AB Ins Abenteuer
Mein neues Leben in Togo
Gastfreundschaft, wuseliges Straßenleben und scharfes Essen - das verbinde ich mittlerweile mit dem westafrikanischen Land Togo. Schon seit November 2021 verbringe ich hier meinen 10-monatigen Freiwilligendienst und hätte nicht glücklicher über diese Entscheidung sein können.

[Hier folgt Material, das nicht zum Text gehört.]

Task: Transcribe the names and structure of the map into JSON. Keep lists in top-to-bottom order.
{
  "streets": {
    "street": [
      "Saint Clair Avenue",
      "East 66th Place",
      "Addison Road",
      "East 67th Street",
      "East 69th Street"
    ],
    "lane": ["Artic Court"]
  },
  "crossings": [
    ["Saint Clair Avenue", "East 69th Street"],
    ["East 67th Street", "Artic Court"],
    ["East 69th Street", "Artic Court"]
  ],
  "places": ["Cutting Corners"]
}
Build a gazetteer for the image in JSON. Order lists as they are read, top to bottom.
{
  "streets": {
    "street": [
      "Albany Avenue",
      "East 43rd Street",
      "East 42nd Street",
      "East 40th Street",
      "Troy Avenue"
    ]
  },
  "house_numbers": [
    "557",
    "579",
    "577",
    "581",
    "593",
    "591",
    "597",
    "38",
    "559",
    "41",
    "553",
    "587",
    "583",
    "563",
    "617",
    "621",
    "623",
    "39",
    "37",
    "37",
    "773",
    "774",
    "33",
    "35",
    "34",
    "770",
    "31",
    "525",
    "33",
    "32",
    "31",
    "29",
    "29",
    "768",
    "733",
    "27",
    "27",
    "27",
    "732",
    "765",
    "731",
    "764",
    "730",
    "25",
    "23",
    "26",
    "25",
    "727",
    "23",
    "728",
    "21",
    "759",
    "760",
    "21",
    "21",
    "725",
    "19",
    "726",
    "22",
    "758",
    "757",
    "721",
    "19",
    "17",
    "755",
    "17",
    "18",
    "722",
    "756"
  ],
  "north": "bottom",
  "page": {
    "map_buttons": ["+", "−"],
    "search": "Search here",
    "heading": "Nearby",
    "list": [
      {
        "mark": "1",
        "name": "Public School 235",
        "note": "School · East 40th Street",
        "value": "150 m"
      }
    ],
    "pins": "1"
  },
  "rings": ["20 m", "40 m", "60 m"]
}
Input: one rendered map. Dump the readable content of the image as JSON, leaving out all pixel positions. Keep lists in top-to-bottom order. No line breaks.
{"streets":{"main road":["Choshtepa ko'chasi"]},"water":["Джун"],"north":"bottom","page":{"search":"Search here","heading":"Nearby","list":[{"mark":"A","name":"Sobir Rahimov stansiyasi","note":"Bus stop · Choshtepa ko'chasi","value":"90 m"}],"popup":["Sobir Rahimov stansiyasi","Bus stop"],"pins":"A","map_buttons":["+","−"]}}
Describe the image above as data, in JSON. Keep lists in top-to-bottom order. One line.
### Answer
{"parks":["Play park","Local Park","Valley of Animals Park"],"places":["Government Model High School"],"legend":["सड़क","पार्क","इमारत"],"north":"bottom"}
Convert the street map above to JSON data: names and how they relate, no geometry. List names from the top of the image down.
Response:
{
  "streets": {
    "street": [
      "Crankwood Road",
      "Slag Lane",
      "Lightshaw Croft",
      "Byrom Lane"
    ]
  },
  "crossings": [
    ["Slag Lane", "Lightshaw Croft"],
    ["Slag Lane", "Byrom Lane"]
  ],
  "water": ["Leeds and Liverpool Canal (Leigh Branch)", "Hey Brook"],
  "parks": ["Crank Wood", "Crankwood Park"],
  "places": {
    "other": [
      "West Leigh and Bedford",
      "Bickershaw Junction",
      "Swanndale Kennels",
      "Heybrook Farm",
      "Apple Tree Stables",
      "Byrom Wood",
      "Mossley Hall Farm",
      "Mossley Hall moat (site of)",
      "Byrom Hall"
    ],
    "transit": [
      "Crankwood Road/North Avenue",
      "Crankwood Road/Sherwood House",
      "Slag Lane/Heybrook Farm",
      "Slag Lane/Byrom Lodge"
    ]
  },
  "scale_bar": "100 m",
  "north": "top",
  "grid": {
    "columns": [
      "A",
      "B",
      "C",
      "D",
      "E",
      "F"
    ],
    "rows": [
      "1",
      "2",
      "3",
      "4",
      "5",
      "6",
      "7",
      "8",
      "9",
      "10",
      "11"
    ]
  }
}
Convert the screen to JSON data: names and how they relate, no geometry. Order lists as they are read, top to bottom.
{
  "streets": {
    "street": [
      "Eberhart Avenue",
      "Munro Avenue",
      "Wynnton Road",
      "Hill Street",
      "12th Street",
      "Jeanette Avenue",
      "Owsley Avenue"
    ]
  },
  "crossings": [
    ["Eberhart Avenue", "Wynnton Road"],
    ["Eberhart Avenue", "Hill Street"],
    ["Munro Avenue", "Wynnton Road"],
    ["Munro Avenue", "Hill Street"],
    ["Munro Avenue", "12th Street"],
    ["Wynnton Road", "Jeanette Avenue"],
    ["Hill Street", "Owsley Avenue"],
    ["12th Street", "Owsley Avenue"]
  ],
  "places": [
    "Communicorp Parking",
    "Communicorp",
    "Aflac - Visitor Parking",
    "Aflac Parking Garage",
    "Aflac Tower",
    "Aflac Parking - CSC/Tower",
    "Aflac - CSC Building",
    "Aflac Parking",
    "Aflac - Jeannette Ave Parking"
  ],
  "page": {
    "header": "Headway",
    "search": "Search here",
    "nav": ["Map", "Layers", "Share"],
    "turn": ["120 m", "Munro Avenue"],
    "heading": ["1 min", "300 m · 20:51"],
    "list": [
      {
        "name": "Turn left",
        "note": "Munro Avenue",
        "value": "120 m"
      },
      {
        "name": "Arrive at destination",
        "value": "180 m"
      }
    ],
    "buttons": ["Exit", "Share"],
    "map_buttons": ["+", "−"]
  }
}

Schon lange war mir klar, dass ich nach dem Abitur raus aus meiner Komfortzone und rein in eine neue Kultur möchte, um eine neue Sprache und neue Menschen kennenzulernen. So bin ich durch die Empfehlung einer Bekannten auf „weltwärts“ gestoßen, einen entwicklungspolitischen Freiwilligendienst des BMZ (Bundesministerium für wirtschaftliche Zusammenarbeit und Entwicklung) für junge Erwachsene im Alter von 18 bis 28 Jahren. Nach mehreren Telefongesprächen und Internetrecherchen zu einer passenden Einsatzstelle bin ich über die Internetseite von „weltwärts“ (www.weltwaerts.de) auf ein Projekt gestoßen, das mir sofort sehr gut gefallen hat und so fiel meine Wahl auf das JATO in Lomé, der Hauptstadt Togos.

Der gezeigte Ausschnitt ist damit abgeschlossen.